=== Saved entries ===
★ ★ ★

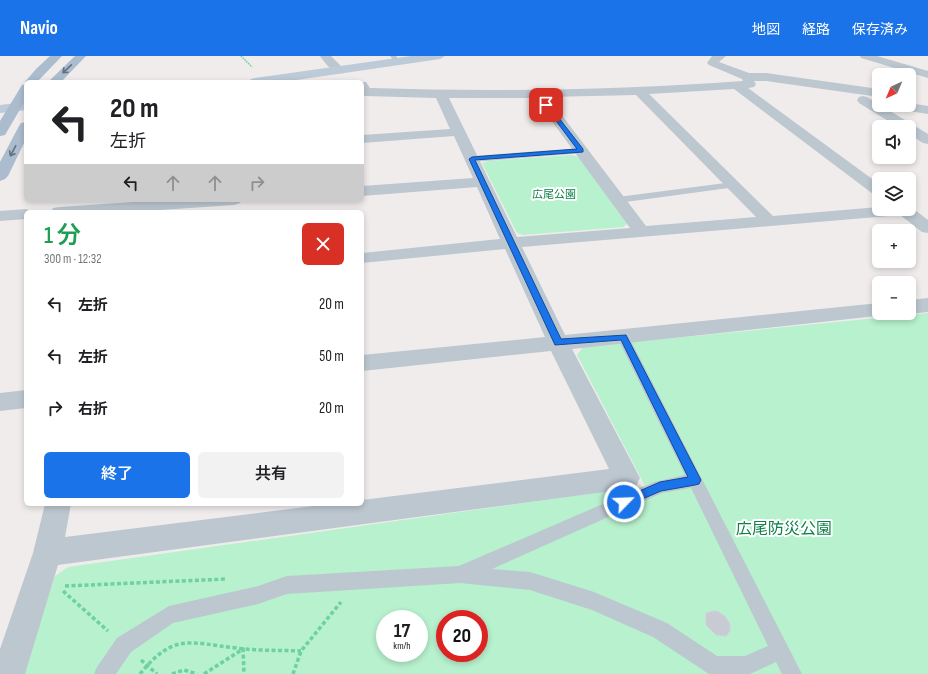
<!DOCTYPE html>
<html lang="ja">
<head>
<meta charset="utf-8">
<style>
	:root { --surface:#fff; --page:#f2f2f2; --text:#202124; --muted:#757577; --accent:#1a73e8 }
	body { margin:0; font-family:"Sofia Sans Condensed","Noto Sans JP",sans-serif; background:var(--page); color:var(--text); height:100vh; display:flex; flex-direction:column; font-size:15px; white-space:nowrap }
	* { box-sizing:border-box; margin:0 }
	p { font-size:13px; color:var(--muted) }
	.icon { flex:none; width:22px; height:22px; fill:none; stroke:currentColor; stroke-width:2; stroke-linecap:round; stroke-linejoin:round }
	.map { position:relative; flex:1; overflow:hidden }
	.panel { position:absolute; left:24px; top:154px; width:340px; height:296px; display:flex; flex-direction:column; background:var(--surface); border-radius:6px; box-shadow:0 2px 6px #0003 }
	.panel>* { flex:none }
	.banner { position:absolute; left:24px; top:24px; width:340px; height:122px; border-radius:6px; box-shadow:0 2px 6px #0003; background:#fff; color:var(--text); overflow:hidden }
	.needle { width:26px; rotate:224deg }
	.tools { position:absolute; left:872px; top:12px; display:grid; gap:8px }
	.tools a { display:grid; place-items:center; width:44px; height:44px; border-radius:6px; background:var(--surface); box-shadow:0 2px 6px #0003; font-size:20px }
	.speed { position:absolute; left:376px; top:554px; display:flex; gap:8px; font-size:20px; font-weight:700; text-align:center }
	.speed>* { display:grid; place-content:center; width:52px; height:52px; border-radius:50%; background:var(--surface); box-shadow:0 2px 6px #0003; line-height:1 }
	.speed small { font-size:10px; font-weight:400 }
	.speed .limit { border:6px solid #d22; background:#fff; color:#111 }
	.pin { position:absolute; display:grid; place-items:center; width:34px; height:34px; color:#fff; margin:-17px; border-radius:8px; box-shadow:0 2px 6px #0006 }
	.me { position:absolute; width:44px; margin:-22px; rotate:66deg; stroke-linejoin:round; filter:drop-shadow(0 0 3px #0008) }
	.turn { display:flex; align-items:center; gap:14px; height:84px; padding:0 20px; font-size:18px }
	.turn .icon { width:52px; height:52px; stroke-width:2.5 }
	.turn b { display:block; font-size:28px; line-height:34px }
	.lanes { display:flex; align-items:center; height:38px; padding:0 20px; background:#0003; justify-content:center; gap:20px; direction:ltr }
	.lanes .off { opacity:.35 }
	.round { display:grid; place-items:center; flex:none; width:42px; height:42px; border-radius:6px; background:var(--page) }
	.head { display:flex; align-items:center; justify-content:space-between; height:68px; padding:0 20px }
	h1 { font-size:24px; font-weight:600; line-height:30px; color:#1e9e55 }
	.cta { display:flex; gap:8px; margin-top:auto; padding:8px 20px }
	.cta a { flex:1; height:46px; border-radius:6px; background:var(--accent); color:#fff; font-size:16px; font-weight:600; line-height:46px; text-align:center }
	.cta a+a { background:var(--page); color:var(--text) }
	ul { padding:0; list-style:none }
	li { display:flex; align-items:center; gap:12px; height:52px; padding:0 20px }
	li div { flex:1 }
	li b { display:block; font-size:15px }
	li em { font-style:normal }
	header { display:flex; align-items:center; gap:24px; box-sizing:border-box; height:56px; padding:0 20px; background:var(--accent); color:#fff }
	header strong { font-size:19px }
	nav { display:flex; gap:22px; margin-inline-start:auto; font-size:14px }
	.map>svg:first-child { display:block }
</style>
</head>
<body>
<header>
<strong>Navio</strong>
<nav><a>地図</a><a>経路</a><a>保存済み</a></nav>
</header>
<div class="map">
<svg width="928" height="618" viewBox="0 0 928 618">
	<rect width="100%" height="100%" fill="#f0ecec"/>
	<g fill="#b7f1ce" fill-rule="evenodd">
		<path d="M572,99L579,101L627,168L623,171L523,179L517,177L482,107L488,105Z"/>
		<path d="M928,257V618H23L55,520L68,511L645,430L577,299L583,291ZM385,563H419V597H385ZM445,563H479V597H445Z"/>
	</g>
	<path fill="#c8cbd3" stroke="#d0d2d9" d="M713,555H717L725,560L730,568V575L726,580L716,579L706,569V557Z"/>
	<g fill="none" stroke-linecap="round" stroke-linejoin="round">
		<path stroke="#6dd1a1" stroke-width="1.5" stroke-dasharray="1.5 1" stroke-linecap="butt" d="M241,0L252,11"/>
		<g stroke="#6dd1a1" stroke-width="3.5" stroke-dasharray="4 2.5" stroke-linecap="butt">
			<path d="M65,530L227,523"/>
			<path d="M63,535L108,575"/>
			<path d="M141,604L157,618"/>
			<path d="M140,618C174,576 190,587 236,592C258,595 279,594 301,595"/>
			<path d="M172,618L184,614L197,618"/>
			<path d="M204,618L243,593L244,618"/>
			<path d="M293,618L301,595L341,546"/>
		</g>
		<g fill="#bcc7d0" fill-rule="evenodd">
			<path d="M390,0H396L400,5L395,6Z"/>
			<path d="M581,92L584,93L585,95L584,97L472,106L468,103L472,100Z"/>
			<path d="M733,126L736,127L738,129L736,131L618,147L613,144L618,141Z"/>
			<path d="M623,277L627,278L629,281L802,618H782L776,606L750,618H709L653,581L592,554L530,534L460,527L287,538L258,548L173,567L131,596L116,618H94L97,611L117,582L169,550L258,530L287,520L459,510L654,426L685,419L617,281L619,278ZM691,432L768,590L745,600H717L667,567L594,536L530,516L492,513L662,437Z"/>
		</g>
		<g fill="#bcc7d0" fill-rule="evenodd">
			<path d="M320,0H331L346,15L344,17C334,20 325,7 320,0Z"/>
			<path d="M712,0H726L719,6L749,17H766L879,33V41L766,25H754L756,28L754,31L748,32L879,128V140L873,138L734,33L649,38L773,160L879,151V153H909V148L914,150L916,153L915,154L928,164V177L922,176L900,159L522,191L565,279L879,247V257H887L886,259L572,293L640,422L636,430L627,433L58,509L25,618H0V593L33,497L45,448H71L65,481L329,448H362V444L609,413L551,295L362,315V299L545,281L505,193L362,207V197L500,183L477,131L362,140V130L473,122L454,80L362,87V79L450,73L436,42L365,40L362,39V26H360H366L370,32C495,36 618,34 743,25L742,23L709,9L707,7ZM636,39L756,161L646,170L548,41ZM449,42H535L630,172L517,181Z"/>
			<path d="M860,0H877L928,15V22L861,2Z"/>
			<path d="M863,40L867,41L928,78V88L923,87L909,78V71H898L859,47L857,44L859,41Z"/>
			<path d="M909,47L928,50V58L896,53L892,52L890,49H909Z"/>
			<path d="M163,144H242L240,147L234,149L131,156H51L53,152L59,151Z"/>
			<path d="M26,153L33,156H26V163L0,165V155Z"/>
			<path d="M928,242V256L909,258L907,257H909V244Z"/>
			<path d="M26,334V352L0,355V337Z"/>
		</g>
		<g fill="#bdcad7" fill-rule="evenodd">
			<path d="M411,0H445L440,3L283,26H249L251,23L255,22Z"/>
			<path d="M26,46V54L0,57V49Z"/>
		</g>
		<g fill="#aabcce" fill-rule="evenodd">
			<path d="M50,0H62L37,26H26V27L25,26L36,13Z"/>
			<path d="M75,0H86L61,26H48Z"/>
			<path d="M26,28V43L5,79L0,80V65L22,29Z"/>
			<path d="M26,66V83L8,120L5,123L0,125V106L19,70L21,67Z"/>
		</g>
	</g>
	<defs><path id="oneway-shaft" d="M-6 0H5M1.5-3L5.5 0L1.5 3" fill="none" stroke-width="1.6" stroke-linecap="round" stroke-linejoin="round"/></defs>
	<g stroke="#63707e">
		<use href="#oneway-shaft" transform="translate(67 13) rotate(137)"/>
		<use href="#oneway-shaft" transform="translate(13 95) rotate(118)"/>
	</g>
	<path fill="#1a73e8" stroke="#114b97" d="M545,48H548L583,93V96L475,104L561,283L626,279L701,424L699,428L695,429L661,435L624,451L621,450L619,446L621,443L660,426L688,421L621,284L555,289L469,103L472,101L577,93L545,50Z"/>
	<g text-anchor="middle" stroke-width="4" stroke-linejoin="round" paint-order="stroke">
		<g font-size="11" fill="#10814a" stroke="#fff">
			<text x="554" y="142">広尾公園</text>
		</g>
		<g font-size="16" fill="#10814a" stroke="#fff">
			<text x="784" y="478">広尾防災公園</text>
		</g>
	</g>
</svg>
<div class="tools">
<a><svg class="needle" viewBox="-14 -14 28 28"><path d="M0-13l5 13h-10z" fill="#e53935"/><path d="M0 13l5-13h-10z" fill="#757577"/></svg></a>
<a><svg class="icon" aria-label="sound" viewBox="0 0 24 24"><path d="M4 9h4l5-4v14l-5-4H4zM17 9q2 3 0 6"/></svg></a>
<a><svg class="icon" aria-label="layers" viewBox="0 0 24 24"><path d="M12 4l9 5-9 5-9-5zM3 14l9 5 9-5"/></svg></a>
<a>+</a>
<a>−</a>
</div>
<div class="speed"><div>17<small>km/h</small></div><div class="limit">20</div></div>
<div class="pin" style="left:546px;top:49px;background:#d93025"><svg class="icon" aria-label="arrive" viewBox="0 0 24 24"><path d="M6 21V4h12l-3 4 3 4H6"/></svg></div>
<svg class="me" style="left:624px;top:446px" viewBox="-20 -20 40 40"><circle r="17" fill="#1a73e8" stroke="#fff" stroke-width="3"/><path d="M0-11L8 9 0 5-8 9z" fill="#fff"/></svg>
<div class="banner">
<div class="turn"><svg class="icon" aria-label="left" viewBox="0 0 24 24"><path d="M17 20v-9H6M10 6l-5 5 5 5"/></svg><div><b>20 m</b>左折</div></div>
<div class="lanes"><svg class="icon" aria-label="left" viewBox="0 0 24 24"><path d="M17 20v-9H6M10 6l-5 5 5 5"/></svg><svg class="icon off" aria-label="ahead" viewBox="0 0 24 24"><path d="M12 20V5M6 11l6-6 6 6"/></svg><svg class="icon off" aria-label="ahead" viewBox="0 0 24 24"><path d="M12 20V5M6 11l6-6 6 6"/></svg><svg class="icon off" aria-label="right" viewBox="0 0 24 24"><path d="M7 20v-9h11M14 6l5 5-5 5"/></svg></div>
</div>
<section class="panel">
<div class="head"><div><h1>1 分</h1><p>300 m · 12:32</p></div><a class="round" style="background:#d93025;color:#fff"><svg class="icon" aria-label="close" viewBox="0 0 24 24"><path d="M6 6l12 12M18 6L6 18"/></svg></a></div>
<ul>
<li><svg class="icon" aria-label="left" viewBox="0 0 24 24"><path d="M17 20v-9H6M10 6l-5 5 5 5"/></svg><div><b>左折</b></div><em>20 m</em></li>
<li><svg class="icon" aria-label="left" viewBox="0 0 24 24"><path d="M17 20v-9H6M10 6l-5 5 5 5"/></svg><div><b>左折</b></div><em>50 m</em></li>
<li><svg class="icon" aria-label="right" viewBox="0 0 24 24"><path d="M7 20v-9h11M14 6l5 5-5 5"/></svg><div><b>右折</b></div><em>20 m</em></li>
</ul>
<div class="cta"><a>終了</a><a>共有</a></div>
</section>
</div>
</body>
</html>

★ ★ ★

Lines with the word "style": report how many there are in the entries, as a bare number.

7